▶ **Prompt**
Determine the number of lines in the data that contain "hidden", and write only that number.
Top of Supplied material
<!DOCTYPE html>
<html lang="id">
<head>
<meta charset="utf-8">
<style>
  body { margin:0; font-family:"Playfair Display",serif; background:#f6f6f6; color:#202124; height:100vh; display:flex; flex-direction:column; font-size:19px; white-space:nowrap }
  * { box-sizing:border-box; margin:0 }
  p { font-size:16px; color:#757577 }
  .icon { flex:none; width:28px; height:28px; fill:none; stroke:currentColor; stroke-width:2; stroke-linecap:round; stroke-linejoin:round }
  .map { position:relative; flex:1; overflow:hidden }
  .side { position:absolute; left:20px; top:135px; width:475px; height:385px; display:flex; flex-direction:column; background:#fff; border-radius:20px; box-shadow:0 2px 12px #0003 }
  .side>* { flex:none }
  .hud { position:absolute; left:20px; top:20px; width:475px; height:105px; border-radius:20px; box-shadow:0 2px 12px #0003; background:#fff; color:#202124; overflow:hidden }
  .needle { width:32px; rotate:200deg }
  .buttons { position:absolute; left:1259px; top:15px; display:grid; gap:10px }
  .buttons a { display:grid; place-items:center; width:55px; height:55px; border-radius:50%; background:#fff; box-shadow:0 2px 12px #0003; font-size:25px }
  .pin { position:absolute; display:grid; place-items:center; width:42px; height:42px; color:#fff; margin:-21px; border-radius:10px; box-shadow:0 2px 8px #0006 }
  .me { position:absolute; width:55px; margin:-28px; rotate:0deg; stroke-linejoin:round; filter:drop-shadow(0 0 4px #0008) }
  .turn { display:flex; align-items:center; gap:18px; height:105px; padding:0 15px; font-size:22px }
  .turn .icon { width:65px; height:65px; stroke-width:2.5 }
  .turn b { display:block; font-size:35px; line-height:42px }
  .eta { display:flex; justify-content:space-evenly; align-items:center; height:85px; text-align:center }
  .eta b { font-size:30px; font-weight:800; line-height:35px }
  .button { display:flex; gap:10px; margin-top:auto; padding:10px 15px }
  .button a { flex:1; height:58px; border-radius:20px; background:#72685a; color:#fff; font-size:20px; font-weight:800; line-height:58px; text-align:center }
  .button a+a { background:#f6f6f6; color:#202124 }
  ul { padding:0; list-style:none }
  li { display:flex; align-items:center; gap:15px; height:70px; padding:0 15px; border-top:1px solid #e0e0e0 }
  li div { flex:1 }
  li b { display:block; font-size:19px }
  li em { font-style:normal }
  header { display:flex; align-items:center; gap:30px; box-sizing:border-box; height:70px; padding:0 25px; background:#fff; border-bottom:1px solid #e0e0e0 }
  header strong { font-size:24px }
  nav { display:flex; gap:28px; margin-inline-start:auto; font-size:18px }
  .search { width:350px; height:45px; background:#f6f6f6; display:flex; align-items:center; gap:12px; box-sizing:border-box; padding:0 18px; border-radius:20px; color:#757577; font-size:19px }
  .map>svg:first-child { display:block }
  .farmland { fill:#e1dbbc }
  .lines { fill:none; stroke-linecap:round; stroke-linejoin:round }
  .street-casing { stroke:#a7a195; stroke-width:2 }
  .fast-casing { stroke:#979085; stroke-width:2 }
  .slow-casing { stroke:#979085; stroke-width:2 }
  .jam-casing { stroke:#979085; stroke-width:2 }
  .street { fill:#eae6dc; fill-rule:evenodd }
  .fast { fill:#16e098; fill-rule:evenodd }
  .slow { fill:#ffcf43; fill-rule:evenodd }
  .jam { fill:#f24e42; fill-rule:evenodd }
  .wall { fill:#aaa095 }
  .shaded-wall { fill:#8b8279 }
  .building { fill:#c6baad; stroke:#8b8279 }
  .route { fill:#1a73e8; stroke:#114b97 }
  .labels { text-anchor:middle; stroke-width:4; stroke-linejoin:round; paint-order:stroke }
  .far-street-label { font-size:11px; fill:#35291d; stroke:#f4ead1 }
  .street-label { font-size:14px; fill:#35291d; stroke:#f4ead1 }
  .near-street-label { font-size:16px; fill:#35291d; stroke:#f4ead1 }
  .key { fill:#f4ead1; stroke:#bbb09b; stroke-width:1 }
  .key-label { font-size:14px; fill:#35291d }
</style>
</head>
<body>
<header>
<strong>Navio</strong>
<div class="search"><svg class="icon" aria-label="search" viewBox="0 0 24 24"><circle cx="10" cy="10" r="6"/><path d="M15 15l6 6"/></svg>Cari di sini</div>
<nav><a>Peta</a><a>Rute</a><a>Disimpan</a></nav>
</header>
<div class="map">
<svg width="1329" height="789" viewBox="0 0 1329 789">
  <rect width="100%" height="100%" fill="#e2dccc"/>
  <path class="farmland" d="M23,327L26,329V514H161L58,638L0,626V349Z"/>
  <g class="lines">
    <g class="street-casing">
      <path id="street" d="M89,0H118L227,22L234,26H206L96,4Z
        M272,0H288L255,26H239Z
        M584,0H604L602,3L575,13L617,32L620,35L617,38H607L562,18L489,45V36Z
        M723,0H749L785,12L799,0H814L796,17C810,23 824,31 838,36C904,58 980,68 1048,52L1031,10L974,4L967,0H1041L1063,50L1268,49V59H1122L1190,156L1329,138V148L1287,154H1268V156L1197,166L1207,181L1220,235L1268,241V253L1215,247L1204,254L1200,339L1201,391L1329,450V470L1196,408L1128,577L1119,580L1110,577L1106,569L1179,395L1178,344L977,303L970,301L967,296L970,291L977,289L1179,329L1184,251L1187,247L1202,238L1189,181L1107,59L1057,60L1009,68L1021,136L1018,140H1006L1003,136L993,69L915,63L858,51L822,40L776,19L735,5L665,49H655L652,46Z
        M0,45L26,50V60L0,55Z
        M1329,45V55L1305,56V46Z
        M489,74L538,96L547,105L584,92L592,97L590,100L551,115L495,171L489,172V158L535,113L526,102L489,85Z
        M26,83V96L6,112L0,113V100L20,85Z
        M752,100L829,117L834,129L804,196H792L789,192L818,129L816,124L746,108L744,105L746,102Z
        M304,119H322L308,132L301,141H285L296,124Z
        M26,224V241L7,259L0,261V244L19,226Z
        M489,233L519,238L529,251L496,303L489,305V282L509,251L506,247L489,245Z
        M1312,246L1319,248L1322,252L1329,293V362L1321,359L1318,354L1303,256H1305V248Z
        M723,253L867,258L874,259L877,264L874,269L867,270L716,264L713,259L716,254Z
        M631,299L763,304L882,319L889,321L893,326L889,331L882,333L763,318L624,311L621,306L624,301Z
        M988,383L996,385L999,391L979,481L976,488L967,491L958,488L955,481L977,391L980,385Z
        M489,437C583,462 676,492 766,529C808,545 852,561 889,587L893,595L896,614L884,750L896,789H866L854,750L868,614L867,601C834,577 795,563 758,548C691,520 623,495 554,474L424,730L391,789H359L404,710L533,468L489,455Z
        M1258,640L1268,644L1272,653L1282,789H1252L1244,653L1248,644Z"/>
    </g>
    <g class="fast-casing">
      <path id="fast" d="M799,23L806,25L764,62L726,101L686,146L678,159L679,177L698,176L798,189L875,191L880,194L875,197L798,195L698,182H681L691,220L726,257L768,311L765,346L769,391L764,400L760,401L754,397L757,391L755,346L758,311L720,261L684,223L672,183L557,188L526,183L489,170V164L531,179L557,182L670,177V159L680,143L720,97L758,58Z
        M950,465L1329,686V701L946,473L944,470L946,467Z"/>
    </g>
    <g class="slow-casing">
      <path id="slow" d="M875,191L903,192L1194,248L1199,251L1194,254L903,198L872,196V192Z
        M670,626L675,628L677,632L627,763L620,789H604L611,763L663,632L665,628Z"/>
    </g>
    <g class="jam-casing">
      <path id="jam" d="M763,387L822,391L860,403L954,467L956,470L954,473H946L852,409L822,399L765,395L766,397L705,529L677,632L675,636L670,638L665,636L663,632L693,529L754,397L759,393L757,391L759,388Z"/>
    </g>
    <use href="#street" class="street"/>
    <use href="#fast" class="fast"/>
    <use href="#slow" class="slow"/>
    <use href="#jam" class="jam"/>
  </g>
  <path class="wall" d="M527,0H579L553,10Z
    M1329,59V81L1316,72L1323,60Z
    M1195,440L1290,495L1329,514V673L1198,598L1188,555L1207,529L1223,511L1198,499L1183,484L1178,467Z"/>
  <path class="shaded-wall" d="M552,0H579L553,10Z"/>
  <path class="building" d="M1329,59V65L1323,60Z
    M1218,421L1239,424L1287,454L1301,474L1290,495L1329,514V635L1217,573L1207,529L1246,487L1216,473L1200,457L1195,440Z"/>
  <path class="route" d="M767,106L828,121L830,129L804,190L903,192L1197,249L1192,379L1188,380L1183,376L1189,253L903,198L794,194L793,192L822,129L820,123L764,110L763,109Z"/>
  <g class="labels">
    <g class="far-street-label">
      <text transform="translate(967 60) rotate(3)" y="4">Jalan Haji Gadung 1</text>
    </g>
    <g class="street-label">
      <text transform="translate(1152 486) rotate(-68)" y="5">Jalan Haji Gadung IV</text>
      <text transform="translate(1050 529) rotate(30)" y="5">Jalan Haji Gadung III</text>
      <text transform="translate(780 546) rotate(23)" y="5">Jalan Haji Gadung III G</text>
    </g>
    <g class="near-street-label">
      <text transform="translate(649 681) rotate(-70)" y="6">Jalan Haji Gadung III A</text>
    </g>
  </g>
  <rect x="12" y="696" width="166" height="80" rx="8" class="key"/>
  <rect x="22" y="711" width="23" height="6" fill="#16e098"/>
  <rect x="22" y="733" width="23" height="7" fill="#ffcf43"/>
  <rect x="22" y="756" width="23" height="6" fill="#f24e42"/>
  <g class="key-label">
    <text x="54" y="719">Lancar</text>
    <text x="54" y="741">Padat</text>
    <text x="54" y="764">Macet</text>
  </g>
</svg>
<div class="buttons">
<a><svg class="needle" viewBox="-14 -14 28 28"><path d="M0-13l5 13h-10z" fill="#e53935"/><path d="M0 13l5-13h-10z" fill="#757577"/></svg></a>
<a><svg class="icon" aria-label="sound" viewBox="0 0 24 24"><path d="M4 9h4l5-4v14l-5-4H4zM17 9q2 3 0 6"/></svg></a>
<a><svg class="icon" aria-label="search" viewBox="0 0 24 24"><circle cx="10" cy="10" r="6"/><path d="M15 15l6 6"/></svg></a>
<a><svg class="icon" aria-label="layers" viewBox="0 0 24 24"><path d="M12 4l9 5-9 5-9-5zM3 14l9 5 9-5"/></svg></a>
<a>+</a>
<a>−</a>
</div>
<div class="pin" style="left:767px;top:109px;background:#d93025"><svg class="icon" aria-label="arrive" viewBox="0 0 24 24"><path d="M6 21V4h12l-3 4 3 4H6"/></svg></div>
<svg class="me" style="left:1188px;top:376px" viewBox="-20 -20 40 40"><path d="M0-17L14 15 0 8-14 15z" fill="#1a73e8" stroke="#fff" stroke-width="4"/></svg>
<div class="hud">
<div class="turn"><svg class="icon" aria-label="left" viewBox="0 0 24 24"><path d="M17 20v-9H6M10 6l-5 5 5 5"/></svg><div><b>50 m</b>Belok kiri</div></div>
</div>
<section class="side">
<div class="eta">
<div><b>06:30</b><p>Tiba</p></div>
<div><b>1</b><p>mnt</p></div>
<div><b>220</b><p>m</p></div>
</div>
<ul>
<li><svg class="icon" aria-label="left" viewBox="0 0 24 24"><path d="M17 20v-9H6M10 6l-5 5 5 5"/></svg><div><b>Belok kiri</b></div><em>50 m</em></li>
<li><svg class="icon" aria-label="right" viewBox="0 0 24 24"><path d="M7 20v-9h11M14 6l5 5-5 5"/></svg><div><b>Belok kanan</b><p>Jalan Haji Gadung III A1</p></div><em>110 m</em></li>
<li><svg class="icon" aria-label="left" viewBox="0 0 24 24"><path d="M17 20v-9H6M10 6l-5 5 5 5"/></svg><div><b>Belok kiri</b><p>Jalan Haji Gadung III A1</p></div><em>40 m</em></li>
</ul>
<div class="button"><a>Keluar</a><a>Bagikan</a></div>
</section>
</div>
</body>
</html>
Bottom of Supplied material
▶ **Response**
2